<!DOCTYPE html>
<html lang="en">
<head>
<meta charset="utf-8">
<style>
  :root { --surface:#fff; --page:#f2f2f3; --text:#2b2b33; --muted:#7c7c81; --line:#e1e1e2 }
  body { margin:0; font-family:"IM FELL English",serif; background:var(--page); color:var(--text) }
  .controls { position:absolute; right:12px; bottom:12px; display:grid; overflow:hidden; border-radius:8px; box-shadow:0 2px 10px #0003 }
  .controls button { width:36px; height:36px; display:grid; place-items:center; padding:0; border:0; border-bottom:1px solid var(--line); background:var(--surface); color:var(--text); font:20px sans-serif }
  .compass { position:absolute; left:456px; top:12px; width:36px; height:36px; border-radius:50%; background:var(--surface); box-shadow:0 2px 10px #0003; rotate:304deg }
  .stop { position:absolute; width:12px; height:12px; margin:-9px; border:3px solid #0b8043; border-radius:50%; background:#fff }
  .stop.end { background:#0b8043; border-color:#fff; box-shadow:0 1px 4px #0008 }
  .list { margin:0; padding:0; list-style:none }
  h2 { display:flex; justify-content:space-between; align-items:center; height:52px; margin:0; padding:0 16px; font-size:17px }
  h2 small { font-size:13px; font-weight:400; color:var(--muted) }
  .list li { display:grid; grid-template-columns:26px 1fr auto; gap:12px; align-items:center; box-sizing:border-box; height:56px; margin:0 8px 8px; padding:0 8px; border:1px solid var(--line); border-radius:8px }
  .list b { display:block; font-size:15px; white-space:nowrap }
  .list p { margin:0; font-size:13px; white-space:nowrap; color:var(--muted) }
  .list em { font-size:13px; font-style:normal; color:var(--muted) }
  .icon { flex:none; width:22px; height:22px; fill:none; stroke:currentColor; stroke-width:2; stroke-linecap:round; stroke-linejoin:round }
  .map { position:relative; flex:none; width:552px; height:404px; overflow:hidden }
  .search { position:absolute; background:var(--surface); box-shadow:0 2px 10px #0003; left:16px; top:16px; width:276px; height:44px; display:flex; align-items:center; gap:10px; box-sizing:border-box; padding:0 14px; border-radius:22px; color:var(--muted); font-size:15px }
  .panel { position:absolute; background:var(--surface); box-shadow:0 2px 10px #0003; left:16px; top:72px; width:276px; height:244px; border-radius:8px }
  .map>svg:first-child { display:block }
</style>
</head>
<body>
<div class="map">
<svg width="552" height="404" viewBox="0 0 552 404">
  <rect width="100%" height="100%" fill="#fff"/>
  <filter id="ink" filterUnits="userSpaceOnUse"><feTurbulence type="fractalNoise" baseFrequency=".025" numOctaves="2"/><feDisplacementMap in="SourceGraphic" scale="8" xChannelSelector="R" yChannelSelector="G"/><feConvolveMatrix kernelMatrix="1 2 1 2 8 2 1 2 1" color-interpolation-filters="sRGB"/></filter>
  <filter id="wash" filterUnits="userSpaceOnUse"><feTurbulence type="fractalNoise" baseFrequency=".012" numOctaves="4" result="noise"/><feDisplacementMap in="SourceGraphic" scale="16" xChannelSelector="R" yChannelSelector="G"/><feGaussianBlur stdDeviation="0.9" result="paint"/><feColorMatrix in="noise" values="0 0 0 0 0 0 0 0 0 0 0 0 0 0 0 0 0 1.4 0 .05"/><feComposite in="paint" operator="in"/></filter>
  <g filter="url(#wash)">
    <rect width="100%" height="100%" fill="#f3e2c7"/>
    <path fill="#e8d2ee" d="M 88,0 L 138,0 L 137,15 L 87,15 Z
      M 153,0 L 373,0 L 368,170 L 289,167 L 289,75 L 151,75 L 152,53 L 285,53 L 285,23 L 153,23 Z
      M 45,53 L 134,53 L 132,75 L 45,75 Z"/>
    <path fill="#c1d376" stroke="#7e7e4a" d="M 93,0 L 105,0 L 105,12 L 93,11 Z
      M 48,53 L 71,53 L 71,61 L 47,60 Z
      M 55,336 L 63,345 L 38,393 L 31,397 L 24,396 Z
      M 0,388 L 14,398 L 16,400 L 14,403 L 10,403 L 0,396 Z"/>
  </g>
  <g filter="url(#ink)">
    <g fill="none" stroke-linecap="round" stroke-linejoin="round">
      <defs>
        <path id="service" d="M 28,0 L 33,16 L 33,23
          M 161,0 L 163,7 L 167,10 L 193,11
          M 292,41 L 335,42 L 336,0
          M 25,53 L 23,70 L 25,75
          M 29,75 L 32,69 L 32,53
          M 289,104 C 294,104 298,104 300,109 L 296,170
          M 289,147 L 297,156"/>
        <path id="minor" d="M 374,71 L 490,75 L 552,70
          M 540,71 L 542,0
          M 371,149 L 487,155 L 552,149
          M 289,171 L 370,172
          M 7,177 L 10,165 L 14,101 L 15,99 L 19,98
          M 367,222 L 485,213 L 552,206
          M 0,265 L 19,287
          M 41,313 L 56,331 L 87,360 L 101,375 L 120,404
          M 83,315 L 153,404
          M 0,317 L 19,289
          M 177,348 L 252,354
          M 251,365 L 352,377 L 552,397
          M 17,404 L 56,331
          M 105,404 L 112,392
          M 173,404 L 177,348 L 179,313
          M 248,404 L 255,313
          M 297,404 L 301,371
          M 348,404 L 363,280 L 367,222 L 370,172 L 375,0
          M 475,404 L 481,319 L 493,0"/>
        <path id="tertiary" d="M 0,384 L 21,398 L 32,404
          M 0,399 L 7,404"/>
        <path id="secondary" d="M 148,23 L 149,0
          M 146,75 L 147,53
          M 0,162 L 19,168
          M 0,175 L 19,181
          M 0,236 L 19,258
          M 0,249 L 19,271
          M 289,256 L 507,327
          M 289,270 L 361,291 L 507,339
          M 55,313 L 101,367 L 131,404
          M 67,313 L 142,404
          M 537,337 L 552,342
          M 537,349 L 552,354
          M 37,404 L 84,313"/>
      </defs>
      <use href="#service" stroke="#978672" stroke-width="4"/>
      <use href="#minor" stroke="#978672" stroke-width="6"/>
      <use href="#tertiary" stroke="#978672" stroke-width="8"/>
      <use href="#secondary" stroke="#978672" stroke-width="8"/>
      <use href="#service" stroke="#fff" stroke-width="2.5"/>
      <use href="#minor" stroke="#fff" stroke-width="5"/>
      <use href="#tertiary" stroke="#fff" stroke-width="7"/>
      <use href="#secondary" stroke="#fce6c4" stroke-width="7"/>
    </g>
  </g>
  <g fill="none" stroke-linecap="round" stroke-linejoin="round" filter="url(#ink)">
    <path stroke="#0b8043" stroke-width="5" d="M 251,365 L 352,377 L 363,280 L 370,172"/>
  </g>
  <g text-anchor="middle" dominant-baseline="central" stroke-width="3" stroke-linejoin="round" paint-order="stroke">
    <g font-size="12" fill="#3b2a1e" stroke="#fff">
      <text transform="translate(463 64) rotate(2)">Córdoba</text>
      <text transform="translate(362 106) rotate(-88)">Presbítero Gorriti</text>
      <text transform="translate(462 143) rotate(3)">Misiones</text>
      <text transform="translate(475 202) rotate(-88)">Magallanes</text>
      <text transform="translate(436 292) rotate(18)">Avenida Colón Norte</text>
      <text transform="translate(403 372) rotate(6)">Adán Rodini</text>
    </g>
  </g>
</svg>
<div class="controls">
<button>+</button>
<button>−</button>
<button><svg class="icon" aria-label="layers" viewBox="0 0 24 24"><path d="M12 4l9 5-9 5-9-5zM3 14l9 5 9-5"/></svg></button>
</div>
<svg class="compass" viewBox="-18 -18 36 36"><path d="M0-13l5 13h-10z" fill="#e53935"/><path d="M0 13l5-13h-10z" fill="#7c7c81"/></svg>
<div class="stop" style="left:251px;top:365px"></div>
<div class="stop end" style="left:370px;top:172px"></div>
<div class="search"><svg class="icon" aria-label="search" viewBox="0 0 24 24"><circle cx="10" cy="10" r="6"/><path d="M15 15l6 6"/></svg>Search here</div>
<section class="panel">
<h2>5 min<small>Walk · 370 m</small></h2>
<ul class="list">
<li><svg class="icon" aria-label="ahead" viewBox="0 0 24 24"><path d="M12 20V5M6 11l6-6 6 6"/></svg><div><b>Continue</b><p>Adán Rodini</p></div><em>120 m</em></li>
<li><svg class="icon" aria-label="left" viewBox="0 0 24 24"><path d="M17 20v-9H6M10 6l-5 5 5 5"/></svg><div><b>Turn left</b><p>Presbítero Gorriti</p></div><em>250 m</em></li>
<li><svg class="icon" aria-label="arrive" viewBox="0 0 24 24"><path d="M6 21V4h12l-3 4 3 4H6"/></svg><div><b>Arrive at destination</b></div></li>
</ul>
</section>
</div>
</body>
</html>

::::::::::

Check every line of the data above for the string "feTurbulence", and copy those that have it.

Reply:
  <filter id="ink" filterUnits="userSpaceOnUse"><feTurbulence type="fractalNoise" baseFrequency=".025" numOctaves="2"/><feDisplacementMap in="SourceGraphic" scale="8" xChannelSelector="R" yChannelSelector="G"/><feConvolveMatrix kernelMatrix="1 2 1 2 8 2 1 2 1" color-interpolation-filters="sRGB"/></filter>
  <filter id="wash" filterUnits="userSpaceOnUse"><feTurbulence type="fractalNoise" baseFrequency=".012" numOctaves="4" result="noise"/><feDisplacementMap in="SourceGraphic" scale="16" xChannelSelector="R" yChannelSelector="G"/><feGaussianBlur stdDeviation="0.9" result="paint"/><feColorMatrix in="noise" values="0 0 0 0 0 0 0 0 0 0 0 0 0 0 0 0 0 1.4 0 .05"/><feComposite in="paint" operator="in"/></filter>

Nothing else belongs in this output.